1. 📘 Topic and Domain: The paper focuses on evaluating Optical Character Recognition (OCR) capabilities of Multimodal Large Language Models (MLLMs) in video scenarios.
2. 💡 Previous Research and New Ideas: Previous research mainly focused on OCR in static images, while this paper introduces a comprehensive benchmark for video OCR tasks and proposes new evaluation methods for dynamic text recognition.
3. ❓ Problem: The paper addresses the challenge of evaluating MLLMs' ability to recognize, understand, and reason about text in videos, which is more complex than static image OCR due to motion blur, temporal variations, and visual effects.

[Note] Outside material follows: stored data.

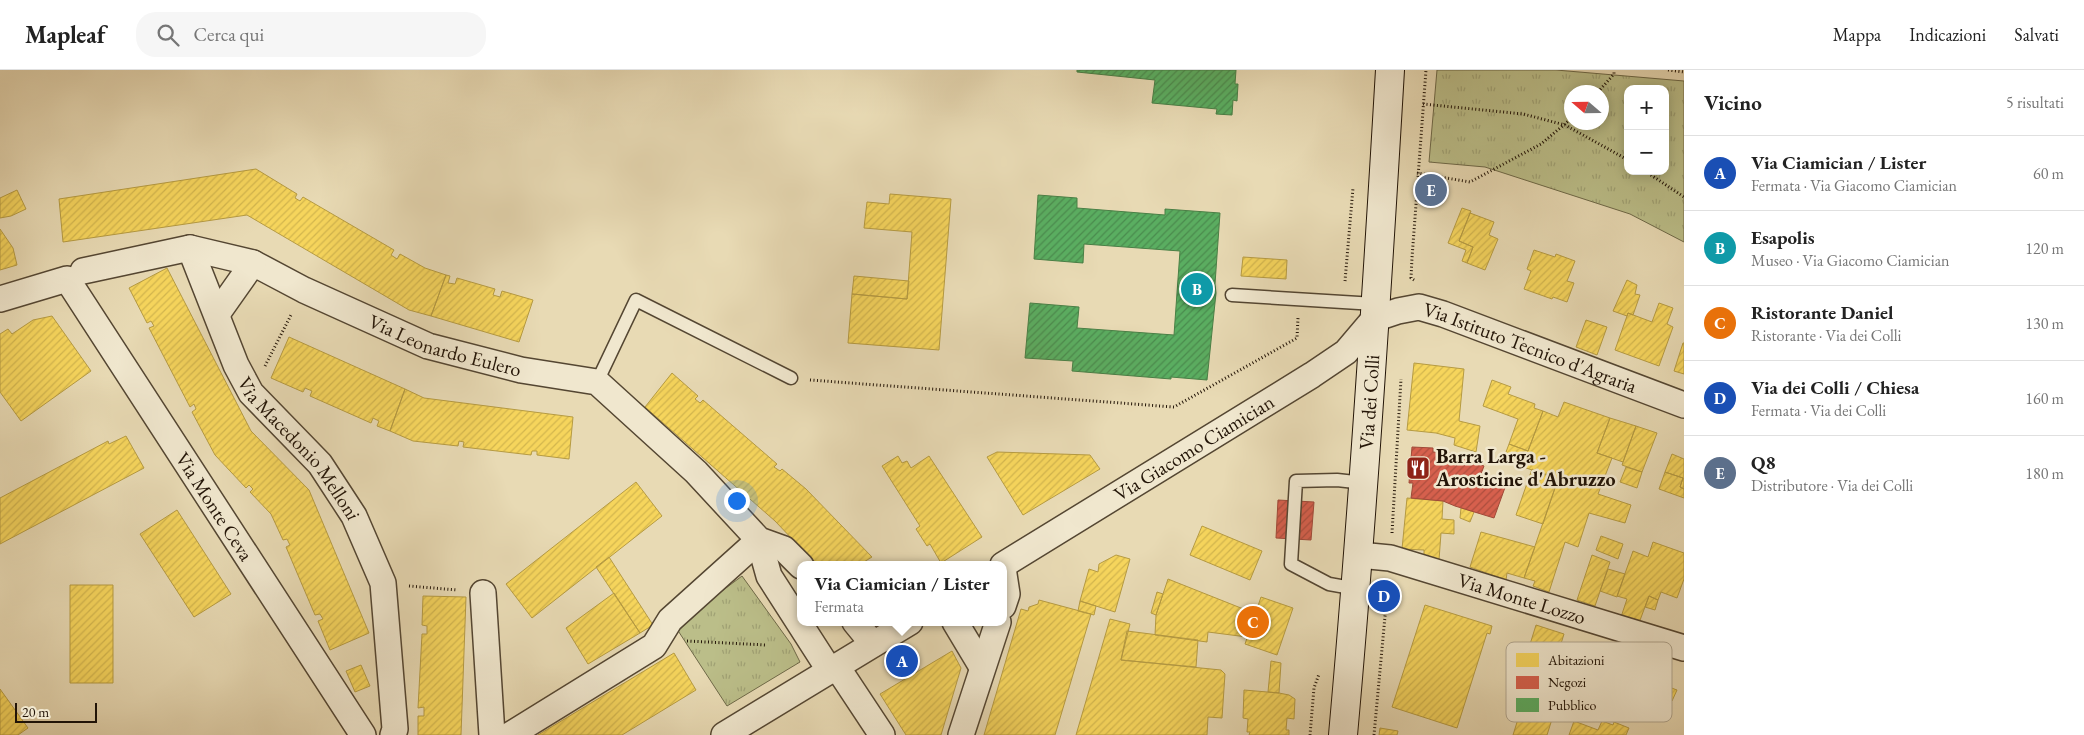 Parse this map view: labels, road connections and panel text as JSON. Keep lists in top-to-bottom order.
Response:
{
  "streets": {
    "main road": ["Via dei Colli"],
    "street": [
      "Via Leonardo Eulero",
      "Via Istituto Tecnico d'Agraria",
      "Via Giacomo Ciamician",
      "Via Macedonio Melloni",
      "Via Monte Ceva",
      "Via Monte Lozzo"
    ]
  },
  "crossings": [
    ["Via Leonardo Eulero", "Via Macedonio Melloni"],
    ["Via Leonardo Eulero", "Via Monte Ceva"],
    ["Via Istituto Tecnico d'Agraria", "Via dei Colli"],
    ["Via Istituto Tecnico d'Agraria", "Via Giacomo Ciamician"],
    ["Via dei Colli", "Via Giacomo Ciamician"],
    ["Via dei Colli", "Via Monte Lozzo"]
  ],
  "places": {
    "restaurant": ["Barra Larga - Arosticine d'Abruzzo"]
  },
  "legend": ["Abitazioni", "Negozi", "Pubblico"],
  "scale_bar": "20 m",
  "north": "left",
  "page": {
    "header": "Mapleaf",
    "search": "Cerca qui",
    "nav": ["Mappa", "Indicazioni", "Salvati"],
    "heading": ["Vicino", "5 risultati"],
    "map_buttons": ["+", "−"],
    "list": [
      {
        "mark": "A",
        "name": "Via Ciamician / Lister",
        "note": "Fermata · Via Giacomo Ciamician",
        "value": "60 m"
      },
      {
        "mark": "B",
        "name": "Esapolis",
        "note": "Museo · Via Giacomo Ciamician",
        "value": "120 m"
      },
      {
        "mark": "C",
        "name": "Ristorante Daniel",
        "note": "Ristorante · Via dei Colli",
        "value": "130 m"
      },
      {
        "mark": "D",
        "name": "Via dei Colli / Chiesa",
        "note": "Fermata · Via dei Colli",
        "value": "160 m"
      },
      {
        "mark": "E",
        "name": "Q8",
        "note": "Distributore · Via dei Colli",
        "value": "180 m"
      }
    ],
    "pins": [
      "E",
      "B",
      "D",
      "C",
      "A"
    ],
    "popup": ["Via Ciamician / Lister", "Fermata"],
    "scale": "20 m"
  }
}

4. 🛠️ Methods: The authors created MME-VideoOCR benchmark with 1,464 videos and 2,000 manually annotated question-answer pairs across 25 tasks in 10 categories, evaluating 18 state-of-the-art MLLMs using containment match, GPT-assisted scoring, and multiple-choice evaluation methods.
5. 📊 Results and Evaluation: The best-performing model (Gemini-2.5 Pro) achieved 73.7% accuracy, while most models struggled with tasks requiring spatio-temporal reasoning and cross-frame information integration, highlighting the need for improved video OCR capabilities in MLLMs.